Exploiting Sparsity for Faster Derivative Calculation

Exploiting Sparsity for Faster Derivative Calculation#

A key feature of collocation algorithms such as high-order Gauss-Lobatto collocation or the Radau pseudospectral method is that they exhibit a large degree of sparsity in the total Jacobian. By modeling the state-time histories as a series of polynomial segments, the collocation defect constraints within each segment are largely dependent only on the state and control values within the same segment. Pseudospectral optimization tools such as SOCS, OTIS, and GPOPS-II have long used the notion of sparse finite differences to perturb multiple independent variables simultaneously when approximating the constraint Jacobian.
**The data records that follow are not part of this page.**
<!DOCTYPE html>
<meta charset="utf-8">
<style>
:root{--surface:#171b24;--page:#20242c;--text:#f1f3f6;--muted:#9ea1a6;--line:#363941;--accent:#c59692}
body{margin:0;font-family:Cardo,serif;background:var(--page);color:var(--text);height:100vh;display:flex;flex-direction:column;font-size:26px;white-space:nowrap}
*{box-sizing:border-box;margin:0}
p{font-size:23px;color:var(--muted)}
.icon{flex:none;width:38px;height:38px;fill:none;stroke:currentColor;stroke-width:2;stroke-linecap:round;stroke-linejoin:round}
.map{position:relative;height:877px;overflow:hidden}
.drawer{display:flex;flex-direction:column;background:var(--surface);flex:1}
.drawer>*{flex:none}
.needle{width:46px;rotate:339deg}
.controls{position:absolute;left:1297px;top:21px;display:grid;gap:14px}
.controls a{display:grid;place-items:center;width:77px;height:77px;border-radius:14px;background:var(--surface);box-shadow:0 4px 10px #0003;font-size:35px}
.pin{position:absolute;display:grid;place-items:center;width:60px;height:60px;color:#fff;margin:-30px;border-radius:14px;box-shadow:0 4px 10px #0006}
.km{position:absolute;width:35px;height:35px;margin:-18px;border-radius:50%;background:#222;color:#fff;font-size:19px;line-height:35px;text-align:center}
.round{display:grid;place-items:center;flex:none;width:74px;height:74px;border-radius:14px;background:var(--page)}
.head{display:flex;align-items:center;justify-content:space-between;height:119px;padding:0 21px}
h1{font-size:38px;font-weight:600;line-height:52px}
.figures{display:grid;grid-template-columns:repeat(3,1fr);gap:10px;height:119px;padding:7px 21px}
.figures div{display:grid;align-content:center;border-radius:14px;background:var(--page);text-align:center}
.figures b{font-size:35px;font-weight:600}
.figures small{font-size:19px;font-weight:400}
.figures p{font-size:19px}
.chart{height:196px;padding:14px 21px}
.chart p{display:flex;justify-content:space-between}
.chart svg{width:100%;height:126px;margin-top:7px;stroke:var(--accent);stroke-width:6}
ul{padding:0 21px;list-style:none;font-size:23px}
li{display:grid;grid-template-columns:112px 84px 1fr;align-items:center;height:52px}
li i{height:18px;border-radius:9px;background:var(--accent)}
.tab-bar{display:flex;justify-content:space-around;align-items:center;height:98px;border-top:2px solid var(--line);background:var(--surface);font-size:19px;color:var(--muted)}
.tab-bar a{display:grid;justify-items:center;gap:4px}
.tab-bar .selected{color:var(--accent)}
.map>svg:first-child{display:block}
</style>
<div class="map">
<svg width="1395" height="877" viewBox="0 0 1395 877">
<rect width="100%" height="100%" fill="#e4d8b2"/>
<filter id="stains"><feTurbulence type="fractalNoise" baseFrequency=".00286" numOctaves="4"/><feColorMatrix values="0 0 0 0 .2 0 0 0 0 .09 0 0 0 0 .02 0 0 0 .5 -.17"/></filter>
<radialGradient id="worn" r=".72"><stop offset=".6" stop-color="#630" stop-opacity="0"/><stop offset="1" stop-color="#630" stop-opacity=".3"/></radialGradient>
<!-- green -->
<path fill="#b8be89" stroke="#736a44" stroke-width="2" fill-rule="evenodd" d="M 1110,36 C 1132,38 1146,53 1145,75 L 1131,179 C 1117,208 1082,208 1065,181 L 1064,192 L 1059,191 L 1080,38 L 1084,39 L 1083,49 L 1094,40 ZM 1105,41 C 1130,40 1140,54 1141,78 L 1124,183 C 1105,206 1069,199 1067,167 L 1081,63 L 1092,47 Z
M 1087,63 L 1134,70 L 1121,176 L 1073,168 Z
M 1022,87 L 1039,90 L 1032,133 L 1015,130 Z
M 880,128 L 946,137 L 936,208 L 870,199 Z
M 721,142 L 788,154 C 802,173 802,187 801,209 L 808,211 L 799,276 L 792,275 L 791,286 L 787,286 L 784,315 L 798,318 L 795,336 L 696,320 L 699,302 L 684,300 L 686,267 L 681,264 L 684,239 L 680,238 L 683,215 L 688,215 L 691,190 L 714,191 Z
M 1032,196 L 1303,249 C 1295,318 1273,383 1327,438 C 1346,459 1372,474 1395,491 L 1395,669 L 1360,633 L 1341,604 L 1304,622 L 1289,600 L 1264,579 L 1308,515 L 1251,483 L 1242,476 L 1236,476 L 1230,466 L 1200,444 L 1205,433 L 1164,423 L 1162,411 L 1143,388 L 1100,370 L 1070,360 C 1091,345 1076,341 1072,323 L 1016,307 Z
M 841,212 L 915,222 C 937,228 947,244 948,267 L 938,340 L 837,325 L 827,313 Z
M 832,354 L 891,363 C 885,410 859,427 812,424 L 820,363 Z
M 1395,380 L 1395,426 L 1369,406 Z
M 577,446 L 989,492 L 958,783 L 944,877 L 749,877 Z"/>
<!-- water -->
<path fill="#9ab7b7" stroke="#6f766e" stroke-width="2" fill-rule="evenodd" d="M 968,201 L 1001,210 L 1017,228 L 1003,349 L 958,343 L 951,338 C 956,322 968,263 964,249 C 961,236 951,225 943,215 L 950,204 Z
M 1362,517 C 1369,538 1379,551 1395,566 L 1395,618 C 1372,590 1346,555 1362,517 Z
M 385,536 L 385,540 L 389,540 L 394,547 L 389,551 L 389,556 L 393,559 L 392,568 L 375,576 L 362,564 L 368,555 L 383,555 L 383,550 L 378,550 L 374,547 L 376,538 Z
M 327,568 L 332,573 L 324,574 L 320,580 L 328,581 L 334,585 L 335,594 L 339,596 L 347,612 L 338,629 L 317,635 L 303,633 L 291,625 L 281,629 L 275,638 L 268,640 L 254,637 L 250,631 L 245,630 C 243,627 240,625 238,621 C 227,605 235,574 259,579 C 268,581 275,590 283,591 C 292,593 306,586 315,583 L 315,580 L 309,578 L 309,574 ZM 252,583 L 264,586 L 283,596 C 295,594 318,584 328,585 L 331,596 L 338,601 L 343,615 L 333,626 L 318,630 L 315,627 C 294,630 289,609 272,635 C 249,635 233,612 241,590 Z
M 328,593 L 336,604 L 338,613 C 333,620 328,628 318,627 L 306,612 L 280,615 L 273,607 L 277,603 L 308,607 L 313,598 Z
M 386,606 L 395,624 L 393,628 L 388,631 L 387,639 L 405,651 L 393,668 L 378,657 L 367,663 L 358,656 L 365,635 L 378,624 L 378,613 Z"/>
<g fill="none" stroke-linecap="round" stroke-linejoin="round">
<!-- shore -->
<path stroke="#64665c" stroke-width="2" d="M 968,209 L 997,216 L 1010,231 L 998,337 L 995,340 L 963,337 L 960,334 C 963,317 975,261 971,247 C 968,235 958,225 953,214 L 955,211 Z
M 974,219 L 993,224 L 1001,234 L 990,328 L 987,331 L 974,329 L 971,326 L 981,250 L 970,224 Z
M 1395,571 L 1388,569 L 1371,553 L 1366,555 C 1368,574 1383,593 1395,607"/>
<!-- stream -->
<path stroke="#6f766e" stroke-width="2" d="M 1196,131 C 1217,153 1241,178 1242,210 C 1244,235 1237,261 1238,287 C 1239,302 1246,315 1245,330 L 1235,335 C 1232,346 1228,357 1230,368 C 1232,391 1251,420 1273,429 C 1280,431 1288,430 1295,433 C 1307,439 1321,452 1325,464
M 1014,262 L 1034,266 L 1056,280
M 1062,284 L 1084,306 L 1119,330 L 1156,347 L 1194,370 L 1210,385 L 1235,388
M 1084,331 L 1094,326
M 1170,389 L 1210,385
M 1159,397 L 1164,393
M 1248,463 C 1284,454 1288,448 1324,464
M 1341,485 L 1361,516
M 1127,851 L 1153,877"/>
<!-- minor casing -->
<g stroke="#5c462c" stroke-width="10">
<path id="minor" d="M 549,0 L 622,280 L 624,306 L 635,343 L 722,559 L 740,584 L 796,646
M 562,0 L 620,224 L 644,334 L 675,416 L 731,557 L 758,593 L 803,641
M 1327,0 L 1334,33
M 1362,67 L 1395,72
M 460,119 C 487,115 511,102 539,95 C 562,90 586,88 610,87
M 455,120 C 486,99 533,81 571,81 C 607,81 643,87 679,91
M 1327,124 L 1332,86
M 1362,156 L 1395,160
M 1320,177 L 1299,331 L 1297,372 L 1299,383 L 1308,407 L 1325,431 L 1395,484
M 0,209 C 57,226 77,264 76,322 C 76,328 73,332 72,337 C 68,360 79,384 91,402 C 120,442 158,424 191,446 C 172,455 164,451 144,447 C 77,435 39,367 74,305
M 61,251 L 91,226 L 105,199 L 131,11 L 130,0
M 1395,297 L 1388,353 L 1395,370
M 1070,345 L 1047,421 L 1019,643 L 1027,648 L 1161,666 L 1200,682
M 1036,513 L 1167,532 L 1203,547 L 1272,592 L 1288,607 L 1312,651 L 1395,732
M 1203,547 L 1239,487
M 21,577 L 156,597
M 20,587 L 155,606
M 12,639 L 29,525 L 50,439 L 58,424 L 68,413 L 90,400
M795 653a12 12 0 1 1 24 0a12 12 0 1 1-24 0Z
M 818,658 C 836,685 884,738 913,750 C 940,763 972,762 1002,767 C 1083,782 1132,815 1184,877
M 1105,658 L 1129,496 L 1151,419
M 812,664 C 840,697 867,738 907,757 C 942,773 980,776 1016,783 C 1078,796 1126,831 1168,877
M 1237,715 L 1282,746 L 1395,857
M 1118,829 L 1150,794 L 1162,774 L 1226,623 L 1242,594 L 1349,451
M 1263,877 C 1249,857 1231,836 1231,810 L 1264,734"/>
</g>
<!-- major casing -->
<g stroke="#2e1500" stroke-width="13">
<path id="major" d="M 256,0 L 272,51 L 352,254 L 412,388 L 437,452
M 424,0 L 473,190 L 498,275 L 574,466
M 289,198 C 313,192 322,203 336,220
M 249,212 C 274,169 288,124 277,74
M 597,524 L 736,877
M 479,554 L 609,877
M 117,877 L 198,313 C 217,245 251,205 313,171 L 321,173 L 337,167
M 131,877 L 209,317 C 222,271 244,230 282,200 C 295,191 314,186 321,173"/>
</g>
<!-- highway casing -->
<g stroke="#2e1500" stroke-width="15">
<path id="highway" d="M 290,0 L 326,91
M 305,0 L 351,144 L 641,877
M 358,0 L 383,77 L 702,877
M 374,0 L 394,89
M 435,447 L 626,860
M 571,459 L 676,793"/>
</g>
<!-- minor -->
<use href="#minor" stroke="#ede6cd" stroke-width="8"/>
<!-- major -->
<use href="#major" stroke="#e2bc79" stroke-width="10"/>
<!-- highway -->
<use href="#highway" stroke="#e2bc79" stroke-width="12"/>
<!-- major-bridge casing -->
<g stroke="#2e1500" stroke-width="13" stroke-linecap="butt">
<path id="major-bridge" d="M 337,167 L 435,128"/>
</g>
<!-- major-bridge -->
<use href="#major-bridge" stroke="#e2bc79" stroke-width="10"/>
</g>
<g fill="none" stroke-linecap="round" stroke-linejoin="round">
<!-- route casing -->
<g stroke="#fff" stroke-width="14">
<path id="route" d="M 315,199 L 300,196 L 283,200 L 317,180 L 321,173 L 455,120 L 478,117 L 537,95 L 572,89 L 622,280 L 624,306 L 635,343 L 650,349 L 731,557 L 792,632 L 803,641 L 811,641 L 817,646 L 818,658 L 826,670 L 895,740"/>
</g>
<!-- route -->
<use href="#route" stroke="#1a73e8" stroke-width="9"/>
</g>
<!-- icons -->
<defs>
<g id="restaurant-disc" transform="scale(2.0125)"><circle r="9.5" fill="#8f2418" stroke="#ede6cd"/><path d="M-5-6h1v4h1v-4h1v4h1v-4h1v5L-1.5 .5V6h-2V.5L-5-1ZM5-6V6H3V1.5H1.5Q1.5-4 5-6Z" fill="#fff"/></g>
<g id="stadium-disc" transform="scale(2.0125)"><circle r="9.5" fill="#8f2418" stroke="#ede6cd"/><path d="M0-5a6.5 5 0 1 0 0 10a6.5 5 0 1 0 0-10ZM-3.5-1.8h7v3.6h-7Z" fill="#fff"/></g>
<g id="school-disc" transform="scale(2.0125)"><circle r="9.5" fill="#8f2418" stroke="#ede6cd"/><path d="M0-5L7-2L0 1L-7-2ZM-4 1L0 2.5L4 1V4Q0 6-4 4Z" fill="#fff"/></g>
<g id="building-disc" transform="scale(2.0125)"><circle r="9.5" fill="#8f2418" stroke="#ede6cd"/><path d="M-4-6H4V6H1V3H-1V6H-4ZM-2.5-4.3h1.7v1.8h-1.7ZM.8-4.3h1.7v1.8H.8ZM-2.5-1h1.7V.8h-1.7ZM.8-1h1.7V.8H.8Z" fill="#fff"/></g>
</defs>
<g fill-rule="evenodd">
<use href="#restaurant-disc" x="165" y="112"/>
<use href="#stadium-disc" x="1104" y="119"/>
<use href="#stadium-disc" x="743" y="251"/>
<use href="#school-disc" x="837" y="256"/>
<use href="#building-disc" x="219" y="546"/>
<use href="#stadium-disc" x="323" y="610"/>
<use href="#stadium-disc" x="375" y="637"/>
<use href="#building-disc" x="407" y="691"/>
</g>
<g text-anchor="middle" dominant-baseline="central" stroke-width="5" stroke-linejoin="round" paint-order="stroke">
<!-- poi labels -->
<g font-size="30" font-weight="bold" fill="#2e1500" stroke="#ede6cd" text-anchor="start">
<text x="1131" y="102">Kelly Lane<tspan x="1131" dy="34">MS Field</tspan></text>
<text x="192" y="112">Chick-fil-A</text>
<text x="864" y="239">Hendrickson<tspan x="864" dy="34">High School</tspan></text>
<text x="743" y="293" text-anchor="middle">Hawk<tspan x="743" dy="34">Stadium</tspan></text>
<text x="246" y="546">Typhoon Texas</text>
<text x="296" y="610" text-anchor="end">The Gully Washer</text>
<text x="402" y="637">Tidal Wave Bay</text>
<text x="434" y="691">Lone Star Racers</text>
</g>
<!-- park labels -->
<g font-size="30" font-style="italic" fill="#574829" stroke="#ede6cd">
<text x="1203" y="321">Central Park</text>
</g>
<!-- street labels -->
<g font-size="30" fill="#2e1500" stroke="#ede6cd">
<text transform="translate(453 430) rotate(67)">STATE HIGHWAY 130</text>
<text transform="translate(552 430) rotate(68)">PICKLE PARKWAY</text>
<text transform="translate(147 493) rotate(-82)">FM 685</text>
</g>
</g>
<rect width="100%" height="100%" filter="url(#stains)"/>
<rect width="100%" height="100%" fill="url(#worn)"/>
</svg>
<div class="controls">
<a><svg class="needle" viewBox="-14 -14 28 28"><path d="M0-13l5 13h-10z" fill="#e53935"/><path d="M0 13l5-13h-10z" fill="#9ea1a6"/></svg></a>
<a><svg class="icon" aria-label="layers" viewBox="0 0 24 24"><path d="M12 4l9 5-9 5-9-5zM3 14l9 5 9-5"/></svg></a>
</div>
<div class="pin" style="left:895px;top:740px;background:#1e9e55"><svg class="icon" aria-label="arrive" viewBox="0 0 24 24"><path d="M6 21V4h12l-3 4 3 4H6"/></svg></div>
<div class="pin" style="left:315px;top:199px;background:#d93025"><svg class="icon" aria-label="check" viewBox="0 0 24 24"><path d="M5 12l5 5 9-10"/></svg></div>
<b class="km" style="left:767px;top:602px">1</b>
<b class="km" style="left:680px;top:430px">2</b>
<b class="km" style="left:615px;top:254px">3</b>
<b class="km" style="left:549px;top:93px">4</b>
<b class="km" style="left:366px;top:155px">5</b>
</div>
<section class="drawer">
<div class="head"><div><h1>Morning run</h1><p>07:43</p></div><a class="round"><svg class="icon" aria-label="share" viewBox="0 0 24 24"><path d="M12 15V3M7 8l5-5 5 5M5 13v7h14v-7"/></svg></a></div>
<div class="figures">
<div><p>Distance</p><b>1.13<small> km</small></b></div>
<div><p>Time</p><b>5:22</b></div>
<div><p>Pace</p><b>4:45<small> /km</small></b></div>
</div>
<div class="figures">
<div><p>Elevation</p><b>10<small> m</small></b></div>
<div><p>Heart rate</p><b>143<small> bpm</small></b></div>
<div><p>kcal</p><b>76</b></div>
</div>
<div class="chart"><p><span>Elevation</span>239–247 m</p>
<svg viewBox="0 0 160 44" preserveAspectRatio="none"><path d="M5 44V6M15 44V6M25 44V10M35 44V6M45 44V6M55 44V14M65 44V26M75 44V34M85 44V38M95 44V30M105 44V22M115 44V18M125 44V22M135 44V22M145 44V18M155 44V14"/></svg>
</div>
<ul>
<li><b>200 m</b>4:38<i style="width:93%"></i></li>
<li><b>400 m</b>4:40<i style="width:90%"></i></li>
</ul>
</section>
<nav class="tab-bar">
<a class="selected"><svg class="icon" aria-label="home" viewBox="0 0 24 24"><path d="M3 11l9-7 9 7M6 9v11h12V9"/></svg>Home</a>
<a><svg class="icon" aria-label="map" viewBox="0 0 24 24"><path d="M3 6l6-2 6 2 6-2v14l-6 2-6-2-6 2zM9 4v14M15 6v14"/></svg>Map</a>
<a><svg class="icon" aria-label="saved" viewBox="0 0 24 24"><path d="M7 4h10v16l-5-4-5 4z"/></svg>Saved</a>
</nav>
This can significantly reduce the computational effort required to approximate the entire Jacobian via finite difference.
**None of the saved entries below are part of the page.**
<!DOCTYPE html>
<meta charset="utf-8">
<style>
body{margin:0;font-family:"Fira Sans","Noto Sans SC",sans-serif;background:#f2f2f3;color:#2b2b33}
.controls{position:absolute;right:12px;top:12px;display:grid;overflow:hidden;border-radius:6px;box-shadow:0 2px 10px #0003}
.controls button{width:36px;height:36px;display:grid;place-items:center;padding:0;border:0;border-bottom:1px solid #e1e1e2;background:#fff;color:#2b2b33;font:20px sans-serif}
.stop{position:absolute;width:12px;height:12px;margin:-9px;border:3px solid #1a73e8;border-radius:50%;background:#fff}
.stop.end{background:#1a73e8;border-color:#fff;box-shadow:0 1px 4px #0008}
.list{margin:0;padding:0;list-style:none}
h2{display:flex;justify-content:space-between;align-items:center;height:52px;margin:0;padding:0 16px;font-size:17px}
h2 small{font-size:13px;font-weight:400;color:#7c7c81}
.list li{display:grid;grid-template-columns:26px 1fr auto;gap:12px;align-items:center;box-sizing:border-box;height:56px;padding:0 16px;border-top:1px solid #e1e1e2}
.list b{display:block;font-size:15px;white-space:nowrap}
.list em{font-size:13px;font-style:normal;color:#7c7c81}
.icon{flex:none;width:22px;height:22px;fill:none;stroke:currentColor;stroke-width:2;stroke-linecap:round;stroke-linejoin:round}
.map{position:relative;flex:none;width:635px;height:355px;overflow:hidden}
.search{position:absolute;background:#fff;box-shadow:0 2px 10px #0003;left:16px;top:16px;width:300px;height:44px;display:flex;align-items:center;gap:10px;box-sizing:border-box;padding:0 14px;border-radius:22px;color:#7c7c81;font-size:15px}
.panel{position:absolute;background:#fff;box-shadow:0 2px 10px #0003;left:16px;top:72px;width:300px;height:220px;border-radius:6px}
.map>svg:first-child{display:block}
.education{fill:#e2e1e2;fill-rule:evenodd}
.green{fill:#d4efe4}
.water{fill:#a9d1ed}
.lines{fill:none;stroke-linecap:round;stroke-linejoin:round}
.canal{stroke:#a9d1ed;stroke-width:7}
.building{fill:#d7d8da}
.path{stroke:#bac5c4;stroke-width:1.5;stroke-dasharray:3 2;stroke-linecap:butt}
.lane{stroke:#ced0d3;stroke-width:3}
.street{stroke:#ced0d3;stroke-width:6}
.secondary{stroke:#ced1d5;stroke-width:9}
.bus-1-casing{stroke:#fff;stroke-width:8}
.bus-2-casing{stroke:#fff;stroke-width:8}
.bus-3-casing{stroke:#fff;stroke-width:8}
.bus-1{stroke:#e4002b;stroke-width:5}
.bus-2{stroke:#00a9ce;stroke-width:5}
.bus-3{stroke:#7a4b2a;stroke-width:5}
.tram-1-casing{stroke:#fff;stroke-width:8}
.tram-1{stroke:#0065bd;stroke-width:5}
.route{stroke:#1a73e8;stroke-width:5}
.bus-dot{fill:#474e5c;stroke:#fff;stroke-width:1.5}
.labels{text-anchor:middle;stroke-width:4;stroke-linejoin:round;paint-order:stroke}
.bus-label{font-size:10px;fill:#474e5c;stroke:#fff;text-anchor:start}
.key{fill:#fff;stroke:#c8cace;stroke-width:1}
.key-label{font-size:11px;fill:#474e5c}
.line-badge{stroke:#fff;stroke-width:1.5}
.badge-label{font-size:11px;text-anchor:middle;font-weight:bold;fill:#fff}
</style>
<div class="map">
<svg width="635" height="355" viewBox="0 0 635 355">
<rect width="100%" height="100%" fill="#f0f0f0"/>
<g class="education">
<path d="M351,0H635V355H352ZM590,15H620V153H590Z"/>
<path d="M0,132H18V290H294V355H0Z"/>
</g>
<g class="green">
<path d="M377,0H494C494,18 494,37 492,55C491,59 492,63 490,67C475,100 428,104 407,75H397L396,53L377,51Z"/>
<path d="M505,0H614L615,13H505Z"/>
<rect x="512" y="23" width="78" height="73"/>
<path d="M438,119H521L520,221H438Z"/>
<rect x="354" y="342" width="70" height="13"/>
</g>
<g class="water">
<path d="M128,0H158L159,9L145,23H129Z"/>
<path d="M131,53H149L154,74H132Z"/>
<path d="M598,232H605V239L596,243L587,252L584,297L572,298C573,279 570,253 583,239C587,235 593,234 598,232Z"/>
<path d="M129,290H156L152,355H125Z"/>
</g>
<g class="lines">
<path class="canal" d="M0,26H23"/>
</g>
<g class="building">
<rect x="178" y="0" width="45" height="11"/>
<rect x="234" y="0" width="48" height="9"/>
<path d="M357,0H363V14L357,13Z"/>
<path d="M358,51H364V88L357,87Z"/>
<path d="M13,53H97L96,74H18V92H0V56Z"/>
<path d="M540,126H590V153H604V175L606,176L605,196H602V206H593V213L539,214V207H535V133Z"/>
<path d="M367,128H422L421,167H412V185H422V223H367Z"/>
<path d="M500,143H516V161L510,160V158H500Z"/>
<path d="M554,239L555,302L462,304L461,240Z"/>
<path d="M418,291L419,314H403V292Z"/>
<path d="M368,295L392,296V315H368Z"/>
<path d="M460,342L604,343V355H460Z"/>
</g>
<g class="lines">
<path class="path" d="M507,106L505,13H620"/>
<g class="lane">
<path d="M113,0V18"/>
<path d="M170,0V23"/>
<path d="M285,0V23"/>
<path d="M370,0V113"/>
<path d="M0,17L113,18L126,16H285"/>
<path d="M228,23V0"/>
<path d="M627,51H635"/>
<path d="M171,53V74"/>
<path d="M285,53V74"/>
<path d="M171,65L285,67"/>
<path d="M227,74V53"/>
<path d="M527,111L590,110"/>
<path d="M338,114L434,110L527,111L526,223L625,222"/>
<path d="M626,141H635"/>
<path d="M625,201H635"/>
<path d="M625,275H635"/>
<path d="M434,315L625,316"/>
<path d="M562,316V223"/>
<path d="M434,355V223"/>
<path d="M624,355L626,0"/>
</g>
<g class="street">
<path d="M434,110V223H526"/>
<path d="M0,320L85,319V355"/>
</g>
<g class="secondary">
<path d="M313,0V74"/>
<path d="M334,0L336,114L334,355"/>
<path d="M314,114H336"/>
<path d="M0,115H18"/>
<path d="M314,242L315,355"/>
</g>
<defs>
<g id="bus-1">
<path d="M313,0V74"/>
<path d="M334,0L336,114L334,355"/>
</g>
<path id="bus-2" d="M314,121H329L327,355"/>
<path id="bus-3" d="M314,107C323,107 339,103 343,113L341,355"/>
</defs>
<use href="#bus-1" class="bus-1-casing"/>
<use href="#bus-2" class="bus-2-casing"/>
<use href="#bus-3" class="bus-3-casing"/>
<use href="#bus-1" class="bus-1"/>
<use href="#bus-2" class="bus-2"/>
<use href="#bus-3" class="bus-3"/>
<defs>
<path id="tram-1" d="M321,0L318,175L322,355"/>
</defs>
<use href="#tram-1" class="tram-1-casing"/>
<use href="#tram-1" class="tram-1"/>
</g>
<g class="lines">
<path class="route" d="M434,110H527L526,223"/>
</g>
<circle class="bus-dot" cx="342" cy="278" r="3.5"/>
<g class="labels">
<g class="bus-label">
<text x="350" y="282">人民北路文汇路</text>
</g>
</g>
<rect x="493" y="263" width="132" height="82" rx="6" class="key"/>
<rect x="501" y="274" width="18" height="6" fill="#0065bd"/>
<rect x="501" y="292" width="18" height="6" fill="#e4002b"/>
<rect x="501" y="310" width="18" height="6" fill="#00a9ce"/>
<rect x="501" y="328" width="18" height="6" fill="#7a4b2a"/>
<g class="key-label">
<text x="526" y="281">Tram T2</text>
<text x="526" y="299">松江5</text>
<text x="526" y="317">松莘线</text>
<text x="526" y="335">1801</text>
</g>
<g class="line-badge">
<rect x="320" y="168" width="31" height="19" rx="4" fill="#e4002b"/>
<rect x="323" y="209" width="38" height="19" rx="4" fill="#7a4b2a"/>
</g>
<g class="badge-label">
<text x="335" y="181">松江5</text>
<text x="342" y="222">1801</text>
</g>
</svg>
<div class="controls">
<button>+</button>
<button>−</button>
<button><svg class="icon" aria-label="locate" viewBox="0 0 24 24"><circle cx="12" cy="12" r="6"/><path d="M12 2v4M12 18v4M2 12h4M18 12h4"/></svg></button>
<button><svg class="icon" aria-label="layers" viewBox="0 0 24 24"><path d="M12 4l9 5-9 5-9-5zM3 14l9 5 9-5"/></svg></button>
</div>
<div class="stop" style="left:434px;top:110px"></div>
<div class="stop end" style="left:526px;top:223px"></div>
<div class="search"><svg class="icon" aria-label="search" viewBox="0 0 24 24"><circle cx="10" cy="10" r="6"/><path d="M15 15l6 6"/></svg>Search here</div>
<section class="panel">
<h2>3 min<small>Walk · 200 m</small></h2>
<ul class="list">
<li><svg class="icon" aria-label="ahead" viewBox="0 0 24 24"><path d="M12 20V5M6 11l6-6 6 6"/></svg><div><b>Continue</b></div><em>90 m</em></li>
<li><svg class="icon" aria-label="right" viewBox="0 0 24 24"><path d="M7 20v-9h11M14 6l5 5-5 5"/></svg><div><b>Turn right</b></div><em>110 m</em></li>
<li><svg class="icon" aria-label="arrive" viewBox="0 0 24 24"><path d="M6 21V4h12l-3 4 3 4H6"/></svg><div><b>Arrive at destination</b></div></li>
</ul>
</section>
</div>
The unique way in which OpenMDAO assembles analytic derivatives across the problem allows us to use a similar approach to provide the analytic constraint Jacobian. This approach can reduce the time required to solve moderately-sized optimal control problems by orders of magnitude and make the convergence more robust.

OpenMDAO uses a “coloring” algorithm to determine which variables can be perturbed simultaneously to determine the total constraint Jacobian. Variables in the same “color” each impact a unique constraint, such that when all the variables are perturbed we can be assured that any change in the constraint vector is due to at most one scalar variable. Since OpenMDAO uses a linear solver to assemble to total derivative Jacobian, coloring reduces the number of linear solves from one per variable (or constraint in adjoint mode) to one per color. In the brachistochrone example below this reduces the number of linear solves from 1001 to 9. This capability makes problems of moderate size run orders of magnitude faster, and can make intractably large problems tractable.

Note

While some optimizers (SNOPT and IPOPT) are particularly adept at dealing with large, sparse nonlinear programming problems, coloring can still benefit drivers which do not account for sparsity (such as SLSQP) since it significantly reduces the cost of computing the Jacobian.

Step 1: Using OpenMDAO’s Coloring Capability#

OpenMDAO supports dynamic coloring, meaning it can automatically run the Jacobian coloring algorithm before handing the problem to the optimizer. To enable this capability, simply add the following line to the driver.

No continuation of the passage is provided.